Maria Louiza Vryoni (Μαρία Λουίζα Βρυώνη; born October 21, 1982, in Athens) is an amateur Greek freestyle wrestler, who competed in the women's heavyweight category. She finished fourth in the 72-kg division at the 2013 Mediterranean Games in Mersin, Turkey, and also represented her home nation Greece at the 2004 Summer Olympics in Athens. Vryoni also trained most of her time as a member of Atlas Kallitheas Wrestling Club in Athens, under her coach Panagiotis Kalaitzidis.

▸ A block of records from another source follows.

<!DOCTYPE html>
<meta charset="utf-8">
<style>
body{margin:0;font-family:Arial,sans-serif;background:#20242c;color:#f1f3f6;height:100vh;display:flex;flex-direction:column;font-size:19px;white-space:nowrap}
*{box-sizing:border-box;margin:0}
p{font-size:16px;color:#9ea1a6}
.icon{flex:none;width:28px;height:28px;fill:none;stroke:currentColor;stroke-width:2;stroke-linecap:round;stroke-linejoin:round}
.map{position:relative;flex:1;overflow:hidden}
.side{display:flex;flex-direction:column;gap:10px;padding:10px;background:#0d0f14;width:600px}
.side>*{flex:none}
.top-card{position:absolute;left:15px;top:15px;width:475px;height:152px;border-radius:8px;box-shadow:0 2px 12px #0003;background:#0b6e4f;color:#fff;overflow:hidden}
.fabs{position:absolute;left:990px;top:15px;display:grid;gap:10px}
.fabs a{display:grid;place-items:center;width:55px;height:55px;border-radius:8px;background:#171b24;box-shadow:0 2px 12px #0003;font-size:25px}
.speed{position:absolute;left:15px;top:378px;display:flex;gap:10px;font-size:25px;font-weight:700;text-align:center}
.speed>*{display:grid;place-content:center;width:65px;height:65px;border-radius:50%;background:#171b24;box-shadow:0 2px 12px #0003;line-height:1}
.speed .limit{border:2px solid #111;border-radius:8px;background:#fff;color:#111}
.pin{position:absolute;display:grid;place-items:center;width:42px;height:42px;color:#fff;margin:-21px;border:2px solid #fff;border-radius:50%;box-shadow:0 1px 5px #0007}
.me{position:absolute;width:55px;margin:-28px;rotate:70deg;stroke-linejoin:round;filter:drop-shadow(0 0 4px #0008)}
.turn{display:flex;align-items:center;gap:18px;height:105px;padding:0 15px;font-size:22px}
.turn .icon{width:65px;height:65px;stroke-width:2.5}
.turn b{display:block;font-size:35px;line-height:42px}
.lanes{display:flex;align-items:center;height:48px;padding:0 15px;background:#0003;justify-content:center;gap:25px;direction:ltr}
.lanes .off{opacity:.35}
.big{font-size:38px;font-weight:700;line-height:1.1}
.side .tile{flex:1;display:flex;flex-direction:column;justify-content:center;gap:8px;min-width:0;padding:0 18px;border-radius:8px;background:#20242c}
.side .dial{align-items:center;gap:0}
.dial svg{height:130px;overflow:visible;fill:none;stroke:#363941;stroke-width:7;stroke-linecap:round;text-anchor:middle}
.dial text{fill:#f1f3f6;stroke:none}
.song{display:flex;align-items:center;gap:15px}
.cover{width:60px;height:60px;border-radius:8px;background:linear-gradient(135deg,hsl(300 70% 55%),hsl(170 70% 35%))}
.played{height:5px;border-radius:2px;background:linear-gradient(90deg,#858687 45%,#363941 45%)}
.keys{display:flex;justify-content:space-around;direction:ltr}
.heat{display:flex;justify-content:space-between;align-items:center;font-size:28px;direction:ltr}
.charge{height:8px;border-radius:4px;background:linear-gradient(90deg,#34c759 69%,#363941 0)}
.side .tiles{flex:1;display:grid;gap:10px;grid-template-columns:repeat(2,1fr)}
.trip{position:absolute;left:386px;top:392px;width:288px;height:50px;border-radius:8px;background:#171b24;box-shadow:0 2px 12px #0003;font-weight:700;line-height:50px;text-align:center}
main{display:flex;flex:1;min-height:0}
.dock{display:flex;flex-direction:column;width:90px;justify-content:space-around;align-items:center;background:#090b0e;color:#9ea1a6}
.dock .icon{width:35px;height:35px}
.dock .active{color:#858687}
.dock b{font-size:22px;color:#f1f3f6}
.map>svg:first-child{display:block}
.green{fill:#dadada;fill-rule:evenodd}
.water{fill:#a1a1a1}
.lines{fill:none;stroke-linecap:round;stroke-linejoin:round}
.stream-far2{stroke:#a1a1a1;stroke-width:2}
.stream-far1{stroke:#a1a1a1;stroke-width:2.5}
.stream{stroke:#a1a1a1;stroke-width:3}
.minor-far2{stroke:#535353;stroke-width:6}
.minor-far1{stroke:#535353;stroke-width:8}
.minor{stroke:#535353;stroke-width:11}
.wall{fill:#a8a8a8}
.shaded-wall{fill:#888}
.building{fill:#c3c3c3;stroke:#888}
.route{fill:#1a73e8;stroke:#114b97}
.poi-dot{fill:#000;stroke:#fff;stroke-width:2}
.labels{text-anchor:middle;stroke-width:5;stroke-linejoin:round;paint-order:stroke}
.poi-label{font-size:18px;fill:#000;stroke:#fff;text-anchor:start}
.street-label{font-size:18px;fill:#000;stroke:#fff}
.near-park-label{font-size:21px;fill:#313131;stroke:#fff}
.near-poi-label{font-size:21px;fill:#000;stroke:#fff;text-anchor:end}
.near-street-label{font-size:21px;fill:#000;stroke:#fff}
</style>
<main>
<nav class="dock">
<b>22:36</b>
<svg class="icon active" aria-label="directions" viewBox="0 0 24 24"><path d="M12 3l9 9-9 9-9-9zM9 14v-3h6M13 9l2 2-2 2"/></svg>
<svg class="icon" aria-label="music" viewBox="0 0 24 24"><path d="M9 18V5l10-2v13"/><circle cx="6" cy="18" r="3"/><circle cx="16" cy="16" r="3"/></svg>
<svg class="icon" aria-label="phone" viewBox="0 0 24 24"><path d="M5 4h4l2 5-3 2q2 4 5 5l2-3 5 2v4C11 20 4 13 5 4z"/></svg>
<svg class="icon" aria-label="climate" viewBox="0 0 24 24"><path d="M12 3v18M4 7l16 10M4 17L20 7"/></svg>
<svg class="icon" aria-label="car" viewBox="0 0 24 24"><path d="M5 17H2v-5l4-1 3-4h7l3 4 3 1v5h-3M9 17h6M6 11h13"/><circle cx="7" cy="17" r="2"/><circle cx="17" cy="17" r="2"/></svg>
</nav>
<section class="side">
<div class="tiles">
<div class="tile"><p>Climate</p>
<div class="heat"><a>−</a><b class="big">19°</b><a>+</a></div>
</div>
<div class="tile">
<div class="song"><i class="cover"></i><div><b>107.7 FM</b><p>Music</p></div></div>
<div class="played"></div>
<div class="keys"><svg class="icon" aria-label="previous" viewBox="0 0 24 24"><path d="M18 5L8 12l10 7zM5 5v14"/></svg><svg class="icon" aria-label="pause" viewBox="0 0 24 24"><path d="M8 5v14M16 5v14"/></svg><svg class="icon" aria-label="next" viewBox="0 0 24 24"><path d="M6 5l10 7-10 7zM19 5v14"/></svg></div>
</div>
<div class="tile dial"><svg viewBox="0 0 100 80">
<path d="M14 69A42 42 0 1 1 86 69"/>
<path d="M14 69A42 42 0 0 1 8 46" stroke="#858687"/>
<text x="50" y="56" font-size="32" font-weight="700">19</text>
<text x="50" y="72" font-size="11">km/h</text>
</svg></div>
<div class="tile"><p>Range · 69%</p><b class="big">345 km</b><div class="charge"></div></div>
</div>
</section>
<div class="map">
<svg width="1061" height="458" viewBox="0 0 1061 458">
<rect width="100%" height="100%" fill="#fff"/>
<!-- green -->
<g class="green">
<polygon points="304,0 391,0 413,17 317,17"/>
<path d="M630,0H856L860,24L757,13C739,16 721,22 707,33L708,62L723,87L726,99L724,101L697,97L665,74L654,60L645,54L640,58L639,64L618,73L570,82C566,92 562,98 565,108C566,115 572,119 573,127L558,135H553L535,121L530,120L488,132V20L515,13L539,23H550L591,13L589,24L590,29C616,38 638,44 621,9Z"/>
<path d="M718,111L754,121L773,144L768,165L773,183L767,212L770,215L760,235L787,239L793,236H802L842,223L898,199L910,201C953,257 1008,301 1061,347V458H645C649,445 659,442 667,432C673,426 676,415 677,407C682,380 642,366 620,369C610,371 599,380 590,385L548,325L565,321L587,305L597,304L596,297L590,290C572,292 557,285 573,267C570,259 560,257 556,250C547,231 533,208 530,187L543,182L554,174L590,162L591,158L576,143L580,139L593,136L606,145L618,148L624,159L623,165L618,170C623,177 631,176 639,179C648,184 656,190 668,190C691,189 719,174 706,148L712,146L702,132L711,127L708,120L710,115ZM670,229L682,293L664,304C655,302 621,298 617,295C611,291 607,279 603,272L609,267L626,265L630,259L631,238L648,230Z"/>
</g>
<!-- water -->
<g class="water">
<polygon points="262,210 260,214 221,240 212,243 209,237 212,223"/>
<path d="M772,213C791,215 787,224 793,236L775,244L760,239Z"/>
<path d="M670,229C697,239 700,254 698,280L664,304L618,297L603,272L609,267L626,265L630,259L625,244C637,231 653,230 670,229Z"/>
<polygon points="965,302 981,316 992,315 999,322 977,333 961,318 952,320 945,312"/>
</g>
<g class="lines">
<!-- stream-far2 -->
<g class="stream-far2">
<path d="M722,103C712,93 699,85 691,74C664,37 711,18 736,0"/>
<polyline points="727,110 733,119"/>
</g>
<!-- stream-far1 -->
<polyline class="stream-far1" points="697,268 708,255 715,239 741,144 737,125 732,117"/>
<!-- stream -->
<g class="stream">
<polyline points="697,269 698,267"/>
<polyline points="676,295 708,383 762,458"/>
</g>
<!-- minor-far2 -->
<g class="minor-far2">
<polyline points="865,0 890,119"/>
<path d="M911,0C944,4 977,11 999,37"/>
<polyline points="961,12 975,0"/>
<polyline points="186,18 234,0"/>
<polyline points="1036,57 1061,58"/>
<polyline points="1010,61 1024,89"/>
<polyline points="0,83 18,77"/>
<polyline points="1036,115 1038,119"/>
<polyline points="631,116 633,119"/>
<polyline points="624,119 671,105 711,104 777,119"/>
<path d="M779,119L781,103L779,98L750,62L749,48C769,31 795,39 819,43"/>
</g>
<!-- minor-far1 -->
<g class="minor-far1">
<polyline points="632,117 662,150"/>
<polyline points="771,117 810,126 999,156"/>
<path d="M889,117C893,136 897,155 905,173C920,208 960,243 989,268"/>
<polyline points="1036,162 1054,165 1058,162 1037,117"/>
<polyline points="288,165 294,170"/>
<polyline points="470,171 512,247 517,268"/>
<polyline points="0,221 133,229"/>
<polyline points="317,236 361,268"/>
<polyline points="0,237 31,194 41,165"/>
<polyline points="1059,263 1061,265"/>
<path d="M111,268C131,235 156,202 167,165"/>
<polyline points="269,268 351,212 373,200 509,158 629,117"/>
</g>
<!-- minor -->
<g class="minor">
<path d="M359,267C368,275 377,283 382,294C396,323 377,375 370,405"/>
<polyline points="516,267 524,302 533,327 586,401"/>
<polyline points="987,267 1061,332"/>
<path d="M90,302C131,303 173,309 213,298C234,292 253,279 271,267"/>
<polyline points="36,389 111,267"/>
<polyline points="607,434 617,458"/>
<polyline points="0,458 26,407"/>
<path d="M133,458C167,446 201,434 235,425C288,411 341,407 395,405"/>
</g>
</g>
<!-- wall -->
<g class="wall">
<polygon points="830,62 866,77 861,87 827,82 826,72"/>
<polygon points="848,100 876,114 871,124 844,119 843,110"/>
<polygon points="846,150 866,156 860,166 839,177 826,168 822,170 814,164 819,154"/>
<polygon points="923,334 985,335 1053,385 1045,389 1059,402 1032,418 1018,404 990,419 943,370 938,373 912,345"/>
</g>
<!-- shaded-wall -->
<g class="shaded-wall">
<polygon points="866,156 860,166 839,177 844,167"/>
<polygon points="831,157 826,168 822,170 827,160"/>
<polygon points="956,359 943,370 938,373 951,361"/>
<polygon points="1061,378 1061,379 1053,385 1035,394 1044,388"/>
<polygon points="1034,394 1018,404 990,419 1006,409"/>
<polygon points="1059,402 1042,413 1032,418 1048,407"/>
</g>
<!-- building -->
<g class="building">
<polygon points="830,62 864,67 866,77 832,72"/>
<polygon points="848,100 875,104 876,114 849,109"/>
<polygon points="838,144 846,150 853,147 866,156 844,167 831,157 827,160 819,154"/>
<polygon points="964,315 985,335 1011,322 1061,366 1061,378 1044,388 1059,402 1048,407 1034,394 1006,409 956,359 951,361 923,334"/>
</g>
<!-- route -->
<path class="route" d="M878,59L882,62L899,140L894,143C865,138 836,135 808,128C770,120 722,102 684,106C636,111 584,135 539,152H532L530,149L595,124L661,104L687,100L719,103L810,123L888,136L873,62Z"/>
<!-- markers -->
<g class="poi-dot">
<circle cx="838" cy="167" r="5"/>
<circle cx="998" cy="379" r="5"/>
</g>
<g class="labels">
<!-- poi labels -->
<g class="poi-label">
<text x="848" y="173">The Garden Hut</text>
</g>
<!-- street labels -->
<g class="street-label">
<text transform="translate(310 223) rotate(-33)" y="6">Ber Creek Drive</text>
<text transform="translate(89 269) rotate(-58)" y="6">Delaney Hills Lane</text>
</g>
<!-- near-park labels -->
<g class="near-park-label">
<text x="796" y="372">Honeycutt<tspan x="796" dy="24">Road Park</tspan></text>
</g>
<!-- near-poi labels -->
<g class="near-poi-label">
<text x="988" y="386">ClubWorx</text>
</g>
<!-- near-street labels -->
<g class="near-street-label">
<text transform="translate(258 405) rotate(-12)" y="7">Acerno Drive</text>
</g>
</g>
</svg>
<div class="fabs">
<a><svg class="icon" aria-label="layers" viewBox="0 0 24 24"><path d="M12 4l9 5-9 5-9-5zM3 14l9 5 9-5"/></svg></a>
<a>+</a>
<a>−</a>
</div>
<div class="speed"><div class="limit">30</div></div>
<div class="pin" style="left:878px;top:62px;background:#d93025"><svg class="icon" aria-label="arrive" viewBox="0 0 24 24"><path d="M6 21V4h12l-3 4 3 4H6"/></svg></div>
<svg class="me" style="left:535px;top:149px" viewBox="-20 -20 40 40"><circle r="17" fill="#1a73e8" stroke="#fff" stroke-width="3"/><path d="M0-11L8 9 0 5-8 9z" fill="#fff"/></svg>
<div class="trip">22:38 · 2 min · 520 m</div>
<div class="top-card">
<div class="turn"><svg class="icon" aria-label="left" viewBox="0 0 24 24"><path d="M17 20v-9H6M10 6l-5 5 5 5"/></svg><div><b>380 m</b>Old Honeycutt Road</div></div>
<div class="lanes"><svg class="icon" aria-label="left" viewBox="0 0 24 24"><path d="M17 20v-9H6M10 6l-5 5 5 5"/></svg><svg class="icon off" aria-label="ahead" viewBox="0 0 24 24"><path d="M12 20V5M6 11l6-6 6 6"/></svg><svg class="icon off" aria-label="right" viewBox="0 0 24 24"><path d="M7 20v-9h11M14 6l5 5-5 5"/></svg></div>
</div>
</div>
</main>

Vryoni qualified as a member of the Greek squad in the women's 72 kg, when Greece welcomed the world to the 2004 Summer Olympics in Athens. She filled up an entry by the International Federation of Association Wrestling and the Hellenic Olympic Committee, as Greece received an automatic berth for being the host nation. Amassed the home crowd inside Ano Liossia Olympic Hall, Vryoni was haplessly pinned by Ukraine's Svetlana Saenko in her opening match, but bounced back to defeat Mongolia's Ochirbatyn Burmaa with an arduous 3–4 decision. Despite missing a chance for a medal, Vryoni seized an opportunity to compete against Germany's Anita Schätzle in the classification match, but was easily upset by Schatzle with another fall after fourteen seconds, placing only eighth in the final standings.